Tilly: Why add the sugar when ginger ale, 7Up, lemonade are added? I wouldn’t add the sugar with soda either. Plenty of ice!
Of course Tilly being British has insisted on the recipe below. – Olive
John Nott, Cook’s Dictionary. 1726
Take a pint of sherry, or a pint and a half of red port, four ounces
and a half of chocolate, six ounces of fine sugar, and half an ounce
of white starch, or fine flour; mix, dissolve, and boil all these as before.
But, if your chocolate be with sugar, take double the quantity of
chocolate, and half the quantity of sugar; and so in all.
Adapting the recipe for modern use
To make 4 small cups:
- 128g (4½ oz) dark chocolate, at least 80% cocoa solids
- 600ml (1pt) ruby port (or 500ml of sherry)
- 30/40g (2/3tbsp) caster sugar
- ½ oz rice or plain flour
Pour all of the port into a saucepan.
Break up the chocolate into small chunks and add to the saucepan.

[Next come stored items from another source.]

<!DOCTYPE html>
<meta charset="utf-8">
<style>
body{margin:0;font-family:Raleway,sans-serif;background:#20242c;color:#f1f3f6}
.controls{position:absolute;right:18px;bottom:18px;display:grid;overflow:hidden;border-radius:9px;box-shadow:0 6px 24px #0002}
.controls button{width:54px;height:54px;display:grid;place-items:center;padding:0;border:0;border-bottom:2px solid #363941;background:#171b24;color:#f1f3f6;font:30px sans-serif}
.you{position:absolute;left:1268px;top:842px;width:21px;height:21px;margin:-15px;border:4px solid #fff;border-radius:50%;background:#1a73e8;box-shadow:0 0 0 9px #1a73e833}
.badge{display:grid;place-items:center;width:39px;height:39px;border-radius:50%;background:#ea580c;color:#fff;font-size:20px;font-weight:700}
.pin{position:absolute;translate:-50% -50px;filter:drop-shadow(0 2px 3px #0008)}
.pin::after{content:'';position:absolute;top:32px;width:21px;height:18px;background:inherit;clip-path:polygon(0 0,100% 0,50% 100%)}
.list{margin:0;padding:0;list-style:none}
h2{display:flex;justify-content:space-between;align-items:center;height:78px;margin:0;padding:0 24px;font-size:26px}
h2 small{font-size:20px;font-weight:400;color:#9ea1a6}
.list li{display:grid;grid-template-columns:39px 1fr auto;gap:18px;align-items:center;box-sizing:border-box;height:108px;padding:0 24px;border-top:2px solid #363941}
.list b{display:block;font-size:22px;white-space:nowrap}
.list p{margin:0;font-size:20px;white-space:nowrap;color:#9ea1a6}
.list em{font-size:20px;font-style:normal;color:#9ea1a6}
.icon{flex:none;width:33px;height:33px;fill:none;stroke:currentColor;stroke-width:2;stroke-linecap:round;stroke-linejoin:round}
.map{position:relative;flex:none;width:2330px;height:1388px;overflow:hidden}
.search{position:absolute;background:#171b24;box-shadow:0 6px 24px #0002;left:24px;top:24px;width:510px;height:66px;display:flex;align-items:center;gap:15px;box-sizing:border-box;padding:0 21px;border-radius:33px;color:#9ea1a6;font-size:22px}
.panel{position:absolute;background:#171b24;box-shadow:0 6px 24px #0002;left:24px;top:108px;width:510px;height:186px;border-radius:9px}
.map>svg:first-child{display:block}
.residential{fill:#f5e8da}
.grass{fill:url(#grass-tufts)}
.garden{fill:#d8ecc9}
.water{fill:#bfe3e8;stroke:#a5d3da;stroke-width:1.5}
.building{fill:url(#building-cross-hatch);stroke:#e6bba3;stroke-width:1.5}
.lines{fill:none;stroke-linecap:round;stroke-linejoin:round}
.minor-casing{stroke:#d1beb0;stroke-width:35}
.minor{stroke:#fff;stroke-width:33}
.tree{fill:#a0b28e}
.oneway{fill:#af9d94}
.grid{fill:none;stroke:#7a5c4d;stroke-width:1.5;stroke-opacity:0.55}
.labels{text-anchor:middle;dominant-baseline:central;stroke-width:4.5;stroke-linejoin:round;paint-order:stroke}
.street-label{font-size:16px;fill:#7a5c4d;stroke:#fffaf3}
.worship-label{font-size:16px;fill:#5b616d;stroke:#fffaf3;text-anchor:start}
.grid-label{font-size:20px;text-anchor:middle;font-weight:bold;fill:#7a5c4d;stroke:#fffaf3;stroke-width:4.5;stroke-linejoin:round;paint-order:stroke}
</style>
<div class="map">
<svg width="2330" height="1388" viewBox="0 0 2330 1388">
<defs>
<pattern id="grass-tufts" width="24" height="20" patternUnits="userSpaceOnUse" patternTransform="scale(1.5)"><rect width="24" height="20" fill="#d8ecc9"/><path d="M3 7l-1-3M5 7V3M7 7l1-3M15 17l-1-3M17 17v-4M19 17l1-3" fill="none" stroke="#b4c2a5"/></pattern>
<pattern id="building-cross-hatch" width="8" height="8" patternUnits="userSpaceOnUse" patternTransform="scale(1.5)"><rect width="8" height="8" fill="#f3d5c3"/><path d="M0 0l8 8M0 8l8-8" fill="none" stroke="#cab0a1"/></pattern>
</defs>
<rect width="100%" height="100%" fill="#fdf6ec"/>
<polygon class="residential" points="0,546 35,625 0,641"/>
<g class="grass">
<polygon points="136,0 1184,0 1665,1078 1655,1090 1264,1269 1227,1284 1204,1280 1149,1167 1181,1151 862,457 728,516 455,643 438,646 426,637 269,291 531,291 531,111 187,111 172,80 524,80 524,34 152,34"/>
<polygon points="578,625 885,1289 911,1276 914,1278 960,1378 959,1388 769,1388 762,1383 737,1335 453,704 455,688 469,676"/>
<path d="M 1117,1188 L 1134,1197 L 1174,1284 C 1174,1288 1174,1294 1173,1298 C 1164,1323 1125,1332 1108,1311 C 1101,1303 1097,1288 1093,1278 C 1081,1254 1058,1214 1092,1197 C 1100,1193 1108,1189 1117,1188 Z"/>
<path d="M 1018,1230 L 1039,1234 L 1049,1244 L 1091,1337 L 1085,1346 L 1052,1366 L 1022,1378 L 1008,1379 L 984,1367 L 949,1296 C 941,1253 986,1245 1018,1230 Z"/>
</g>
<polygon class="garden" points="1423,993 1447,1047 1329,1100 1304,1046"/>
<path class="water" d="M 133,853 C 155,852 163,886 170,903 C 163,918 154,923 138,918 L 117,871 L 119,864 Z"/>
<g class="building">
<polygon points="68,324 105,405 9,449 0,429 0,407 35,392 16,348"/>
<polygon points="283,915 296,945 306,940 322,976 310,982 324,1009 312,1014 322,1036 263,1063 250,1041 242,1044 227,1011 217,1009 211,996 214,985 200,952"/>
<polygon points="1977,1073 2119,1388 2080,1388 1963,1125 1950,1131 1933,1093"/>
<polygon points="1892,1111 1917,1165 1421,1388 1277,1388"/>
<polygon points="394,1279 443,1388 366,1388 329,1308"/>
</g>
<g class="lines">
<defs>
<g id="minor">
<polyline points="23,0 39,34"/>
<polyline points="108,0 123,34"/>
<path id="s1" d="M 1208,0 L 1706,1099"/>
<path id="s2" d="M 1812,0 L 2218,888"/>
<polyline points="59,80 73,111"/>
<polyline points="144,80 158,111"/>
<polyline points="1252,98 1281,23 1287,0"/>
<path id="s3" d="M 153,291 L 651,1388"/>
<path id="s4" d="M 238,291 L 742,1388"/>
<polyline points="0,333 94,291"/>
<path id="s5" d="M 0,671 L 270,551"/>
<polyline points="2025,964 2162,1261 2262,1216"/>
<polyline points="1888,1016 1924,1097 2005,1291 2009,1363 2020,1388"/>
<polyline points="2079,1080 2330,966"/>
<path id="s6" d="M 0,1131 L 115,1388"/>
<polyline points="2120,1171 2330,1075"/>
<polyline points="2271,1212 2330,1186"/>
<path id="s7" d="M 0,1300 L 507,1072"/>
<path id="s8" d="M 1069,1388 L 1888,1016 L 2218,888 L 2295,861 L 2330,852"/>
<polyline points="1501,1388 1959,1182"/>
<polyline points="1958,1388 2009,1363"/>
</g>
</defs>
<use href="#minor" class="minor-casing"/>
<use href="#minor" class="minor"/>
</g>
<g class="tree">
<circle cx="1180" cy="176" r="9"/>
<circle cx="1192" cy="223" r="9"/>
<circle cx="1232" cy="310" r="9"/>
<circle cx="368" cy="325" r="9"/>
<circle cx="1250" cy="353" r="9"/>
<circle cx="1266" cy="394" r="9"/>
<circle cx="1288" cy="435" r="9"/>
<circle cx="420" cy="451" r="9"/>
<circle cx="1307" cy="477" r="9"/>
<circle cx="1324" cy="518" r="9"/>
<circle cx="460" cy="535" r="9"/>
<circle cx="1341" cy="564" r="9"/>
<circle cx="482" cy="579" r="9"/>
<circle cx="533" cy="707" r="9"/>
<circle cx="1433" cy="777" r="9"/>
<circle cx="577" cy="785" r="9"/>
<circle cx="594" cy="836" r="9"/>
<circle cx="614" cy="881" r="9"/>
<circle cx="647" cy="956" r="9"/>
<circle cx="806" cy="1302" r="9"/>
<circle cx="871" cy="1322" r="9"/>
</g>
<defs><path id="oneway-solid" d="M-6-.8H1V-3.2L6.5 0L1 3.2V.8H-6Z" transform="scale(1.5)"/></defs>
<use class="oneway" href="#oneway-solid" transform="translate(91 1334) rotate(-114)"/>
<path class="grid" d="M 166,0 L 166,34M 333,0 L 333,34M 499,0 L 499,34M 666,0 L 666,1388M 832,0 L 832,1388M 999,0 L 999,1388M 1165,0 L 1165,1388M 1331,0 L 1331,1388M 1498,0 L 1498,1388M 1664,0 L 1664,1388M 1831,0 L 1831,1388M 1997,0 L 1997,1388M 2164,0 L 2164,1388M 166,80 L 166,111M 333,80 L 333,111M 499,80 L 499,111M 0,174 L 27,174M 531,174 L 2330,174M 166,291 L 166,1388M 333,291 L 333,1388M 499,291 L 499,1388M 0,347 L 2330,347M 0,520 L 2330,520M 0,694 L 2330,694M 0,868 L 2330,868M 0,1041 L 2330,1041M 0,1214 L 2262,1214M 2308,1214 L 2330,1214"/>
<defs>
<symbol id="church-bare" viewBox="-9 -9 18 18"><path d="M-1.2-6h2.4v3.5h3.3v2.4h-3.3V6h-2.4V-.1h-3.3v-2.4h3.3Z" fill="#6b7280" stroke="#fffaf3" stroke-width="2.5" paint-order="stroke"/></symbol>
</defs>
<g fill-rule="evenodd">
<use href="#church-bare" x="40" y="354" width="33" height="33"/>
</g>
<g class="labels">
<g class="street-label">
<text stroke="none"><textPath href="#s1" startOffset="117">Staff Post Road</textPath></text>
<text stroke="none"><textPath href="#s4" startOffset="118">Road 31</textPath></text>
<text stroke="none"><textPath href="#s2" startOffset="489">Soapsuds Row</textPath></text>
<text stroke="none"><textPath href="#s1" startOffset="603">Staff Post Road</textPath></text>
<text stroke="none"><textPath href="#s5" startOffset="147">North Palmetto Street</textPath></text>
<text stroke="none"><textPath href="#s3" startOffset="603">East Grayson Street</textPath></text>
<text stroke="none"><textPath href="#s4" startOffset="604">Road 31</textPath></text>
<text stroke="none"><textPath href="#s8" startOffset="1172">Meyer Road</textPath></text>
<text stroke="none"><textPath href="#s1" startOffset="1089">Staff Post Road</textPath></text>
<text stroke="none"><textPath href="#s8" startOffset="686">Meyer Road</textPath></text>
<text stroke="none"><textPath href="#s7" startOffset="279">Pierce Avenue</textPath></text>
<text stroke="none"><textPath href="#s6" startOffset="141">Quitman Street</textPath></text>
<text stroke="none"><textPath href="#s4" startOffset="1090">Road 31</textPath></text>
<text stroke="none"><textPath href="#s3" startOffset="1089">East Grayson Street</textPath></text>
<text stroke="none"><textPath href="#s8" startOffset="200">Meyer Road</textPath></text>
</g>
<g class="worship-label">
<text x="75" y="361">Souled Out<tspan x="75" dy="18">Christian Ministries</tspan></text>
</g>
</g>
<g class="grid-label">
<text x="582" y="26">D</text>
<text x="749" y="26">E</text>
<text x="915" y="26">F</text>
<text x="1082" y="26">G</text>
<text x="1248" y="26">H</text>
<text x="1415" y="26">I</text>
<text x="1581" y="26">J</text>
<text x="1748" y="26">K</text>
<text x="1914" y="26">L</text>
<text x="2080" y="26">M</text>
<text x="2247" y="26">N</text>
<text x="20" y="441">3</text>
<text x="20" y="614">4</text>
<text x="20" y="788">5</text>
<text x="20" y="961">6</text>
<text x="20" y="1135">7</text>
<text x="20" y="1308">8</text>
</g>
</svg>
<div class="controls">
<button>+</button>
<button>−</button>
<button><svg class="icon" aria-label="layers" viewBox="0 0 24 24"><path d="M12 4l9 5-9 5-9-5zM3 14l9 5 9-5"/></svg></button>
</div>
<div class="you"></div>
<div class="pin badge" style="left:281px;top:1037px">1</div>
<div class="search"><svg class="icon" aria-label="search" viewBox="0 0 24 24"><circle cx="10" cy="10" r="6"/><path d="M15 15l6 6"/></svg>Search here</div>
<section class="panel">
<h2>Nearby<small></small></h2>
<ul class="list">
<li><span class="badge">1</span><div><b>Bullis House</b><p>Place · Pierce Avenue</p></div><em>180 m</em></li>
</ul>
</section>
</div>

Add the sugar to the saucepan. Alcohol goes bitter when you heat
it so you may need more to taste.
Whisk in the flour.
Cook over a low heat for 10 minutes, until small bubbles form around
the edge. Do not let it boil!
Whisk the chocolatey mix together.
Pour into cups or a chocolate pot of choice, and enjoy warm.
Tilly: Sounds just the job for Christmas morning, especially if the Out-Laws are resident … two or three of these and no one will feel any pain be or disagreeable. But I’s probably adjust the quantity of sugar…port is quite sweet. Be a bit better with chocolate, though.